With its efforts, Teksupport has both catalyzed and capitalized on house and techno’s surge in popularity in the U.S. in the wake of EDM. These so-called “underground” genres are now, by dance scene standard, anything but, with parties from Burning Man to Art Basel focused on the sounds. As they’ve bled into the world of fashion and video games, Teksupport has forged a presence in those realms as well. Toma says one of the most surreal moments of his career was being in a motion capture suit while filming his cameo for Grand Theft Auto V. (Teksupport works closely with GTA creator Rockstar Games, which has a partnership with CircoLoco that has resulted in appearances, radio stations and soundtrack contributions by producers including The Blessed Madonna and Moodymann.)

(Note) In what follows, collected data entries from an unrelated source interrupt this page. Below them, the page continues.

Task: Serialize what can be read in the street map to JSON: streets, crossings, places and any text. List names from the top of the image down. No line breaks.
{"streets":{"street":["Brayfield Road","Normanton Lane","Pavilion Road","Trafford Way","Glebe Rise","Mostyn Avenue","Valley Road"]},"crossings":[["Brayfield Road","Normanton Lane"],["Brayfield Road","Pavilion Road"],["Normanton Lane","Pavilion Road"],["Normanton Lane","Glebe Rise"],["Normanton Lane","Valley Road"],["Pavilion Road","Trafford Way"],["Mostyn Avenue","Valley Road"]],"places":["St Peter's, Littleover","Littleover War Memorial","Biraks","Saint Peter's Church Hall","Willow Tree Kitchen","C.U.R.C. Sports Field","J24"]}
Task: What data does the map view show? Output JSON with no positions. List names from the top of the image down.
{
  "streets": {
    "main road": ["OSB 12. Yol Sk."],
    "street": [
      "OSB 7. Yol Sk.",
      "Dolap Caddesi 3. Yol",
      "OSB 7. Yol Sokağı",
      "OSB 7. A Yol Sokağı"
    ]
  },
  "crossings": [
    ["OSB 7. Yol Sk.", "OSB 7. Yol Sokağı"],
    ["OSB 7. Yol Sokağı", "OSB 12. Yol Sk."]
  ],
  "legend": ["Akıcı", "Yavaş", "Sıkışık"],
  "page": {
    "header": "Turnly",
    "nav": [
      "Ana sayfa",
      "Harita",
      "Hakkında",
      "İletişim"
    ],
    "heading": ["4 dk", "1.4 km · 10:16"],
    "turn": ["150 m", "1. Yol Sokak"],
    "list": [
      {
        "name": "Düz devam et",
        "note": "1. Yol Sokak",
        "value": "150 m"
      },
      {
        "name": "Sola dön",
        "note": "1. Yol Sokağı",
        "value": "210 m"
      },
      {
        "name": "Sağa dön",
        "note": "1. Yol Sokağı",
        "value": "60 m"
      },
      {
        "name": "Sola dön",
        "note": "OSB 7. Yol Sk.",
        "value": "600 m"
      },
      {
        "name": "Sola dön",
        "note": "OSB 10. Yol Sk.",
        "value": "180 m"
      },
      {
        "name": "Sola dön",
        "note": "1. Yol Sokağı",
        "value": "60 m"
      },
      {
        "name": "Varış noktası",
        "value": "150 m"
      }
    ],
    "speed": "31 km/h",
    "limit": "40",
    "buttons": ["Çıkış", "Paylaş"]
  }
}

Despite the cultural cachet, Toma says Teksupport is still a family business, made up of many staffers who’ve been around since day one — along with his actual sister, brother and cousin. He and his business partner Mike Vitacco have been best friends since high school, with Toma handling promotion, marketing and bookings, while Vitacco handles licensing and operations. Given the company’s growth over 2023 in particular, Toma is planning to expand the company by bringing in new employees from locations around the world who are steeped in their respective scenes and fans of Teksupport. (He says this is preferable to “recycling people from other producers’ businesses in the space.”)

“You’re only as good as your last show,” he says. “So you’ve got to figure out how to keep it going. That’s my M.O.”

He’s also got another big event on the horizon. On January 3, after Teksupport’s back-to-back (to-back-to-back-to-back-to-back) New Year’s Eve shows, Toma and his two kids — daughter Celine is six and son Rob is 9 — are flying to the Caribbean for a two week vacation. Toma has a plan for how to finally relax.

“I’m just literally not bringing my phone,” he says.